You should be able to check in online through the airline’s website or through their app before you ever step foot in the airport. This will open up 24 hours before your flight in most cases.

Checking in is helpful because it can save you time when you arrive at the airport but it could also be helpful for other reasons. For example, did you know that it can decrease the odds of you getting bumped from your flight?

Don’t bring things that are not allowed

As you are packing for your trip, make sure that you are not bringing along prohibited items that could get you hung up going through airport security.

On UponArriving, we have written extensively about all the different types of objects allowed and not allowed on planes.

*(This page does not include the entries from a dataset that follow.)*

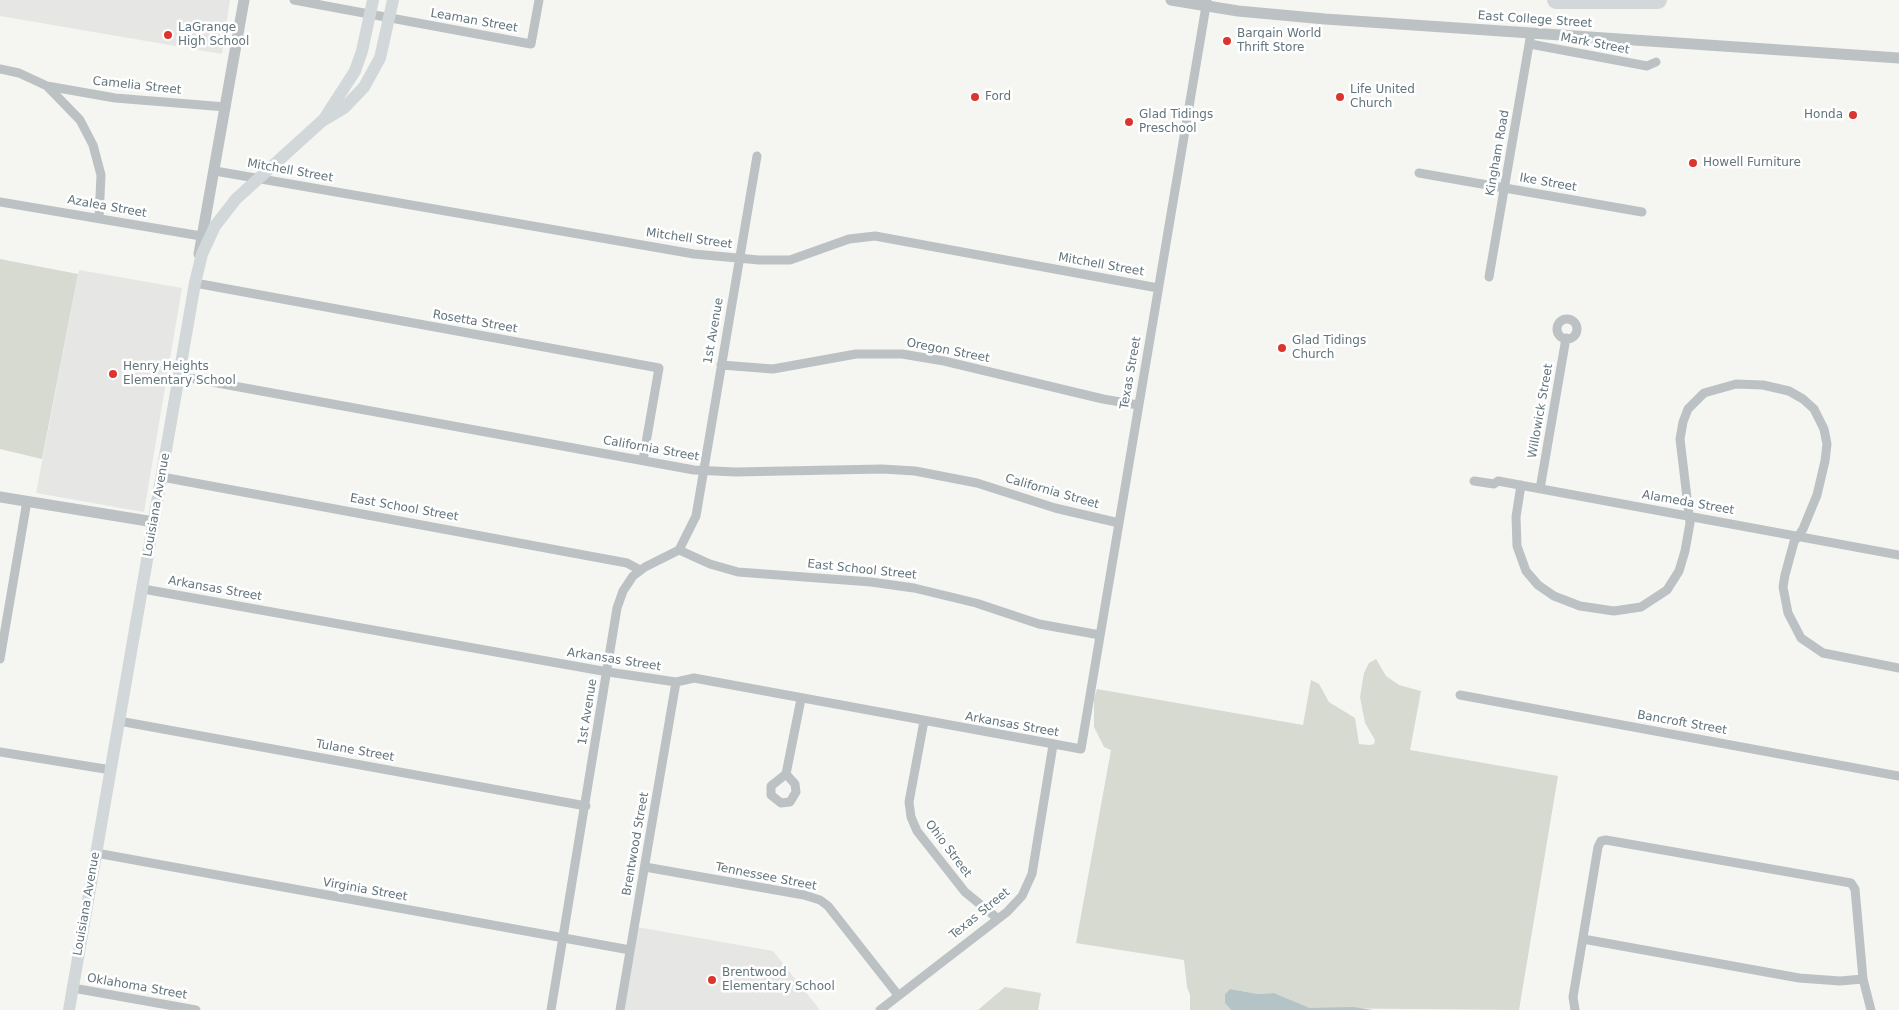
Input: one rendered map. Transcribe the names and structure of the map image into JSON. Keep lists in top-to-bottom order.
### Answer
{
  "streets": {
    "main road": ["Louisiana Avenue"],
    "street": [
      "East College Street",
      "Leaman Street",
      "Mark Street",
      "Camelia Street",
      "Kingham Road",
      "Mitchell Street",
      "Ike Street",
      "Azalea Street",
      "Rosetta Street",
      "1st Avenue",
      "Oregon Street",
      "Texas Street",
      "Willowick Street",
      "California Street",
      "Alameda Street",
      "East School Street",
      "Arkansas Street",
      "Bancroft Street",
      "Tulane Street",
      "Brentwood Street",
      "Ohio Street",
      "Tennessee Street",
      "Virginia Street",
      "Oklahoma Street"
    ]
  },
  "crossings": [
    ["East College Street", "Mark Street"],
    ["East College Street", "Kingham Road"],
    ["East College Street", "Texas Street"],
    ["Mark Street", "Kingham Road"],
    ["Kingham Road", "Ike Street"],
    ["Mitchell Street", "1st Avenue"],
    ["Mitchell Street", "Texas Street"],
    ["Mitchell Street", "Louisiana Avenue"],
    ["Azalea Street", "Louisiana Avenue"],
    ["Rosetta Street", "California Street"],
    ["Rosetta Street", "Louisiana Avenue"],
    ["1st Avenue", "Oregon Street"],
    ["1st Avenue", "California Street"],
    ["1st Avenue", "East School Street"],
    ["1st Avenue", "Arkansas Street"],
    ["1st Avenue", "Tulane Street"],
    ["1st Avenue", "Virginia Street"],
    ["Oregon Street", "Texas Street"],
    ["Texas Street", "California Street"],
    ["Texas Street", "East School Street"],
    ["Texas Street", "Arkansas Street"],
    ["Texas Street", "Ohio Street"],
    ["Texas Street", "Tennessee Street"],
    ["Willowick Street", "Alameda Street"],
    ["California Street", "Louisiana Avenue"],
    ["Louisiana Avenue", "East School Street"],
    ["Louisiana Avenue", "Arkansas Street"],
    ["Louisiana Avenue", "Tulane Street"],
    ["Louisiana Avenue", "Virginia Street"],
    ["Louisiana Avenue", "Oklahoma Street"],
    ["Arkansas Street", "Brentwood Street"],
    ["Arkansas Street", "Ohio Street"],
    ["Brentwood Street", "Tennessee Street"],
    ["Brentwood Street", "Virginia Street"]
  ],
  "places": [
    "LaGrange High School",
    "Bargain World Thrift Store",
    "Ford",
    "Life United Church",
    "Honda",
    "Glad Tidings Preschool",
    "Howell Furniture",
    "Glad Tidings Church",
    "Henry Heights Elementary School",
    "Brentwood Elementary School"
  ]
}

So you can do a search on our blog to see if you can find anything relevant to an object you want to bring.

The TSA website is also a great resource as well but they don’t always go into a lot of detail so it’s always good to supplement your knowledge with a detailed blog post.

Have your documents with you

In order to fly around the US you’ll need to have an ID recognized by TSA. For most people, this is a driver’s license although in 2025 this will have to be a REAL ID compliant ID.

If you are flying internationally, then you will want to make sure that you also have your passport.

Okay, so those are all the steps you need to do just before your flight and now let’s focus on what to do when you arrive at the airport.

Step 1: Arrive to the airport at the right time

You want to make sure that you are arriving at the airport at the correct time. The general rule of thumb is to arrive two hours before a domestic flight and three hours before an international flight.

However, those time recommendations can be divided in half for some people, depending on the route, the airport, etc. If you don’t have a lot of experience with traveling then it’s best to play it conservatively.

But don’t get there too early if you have a really early flight because you might be sitting around for a while with no facilities open!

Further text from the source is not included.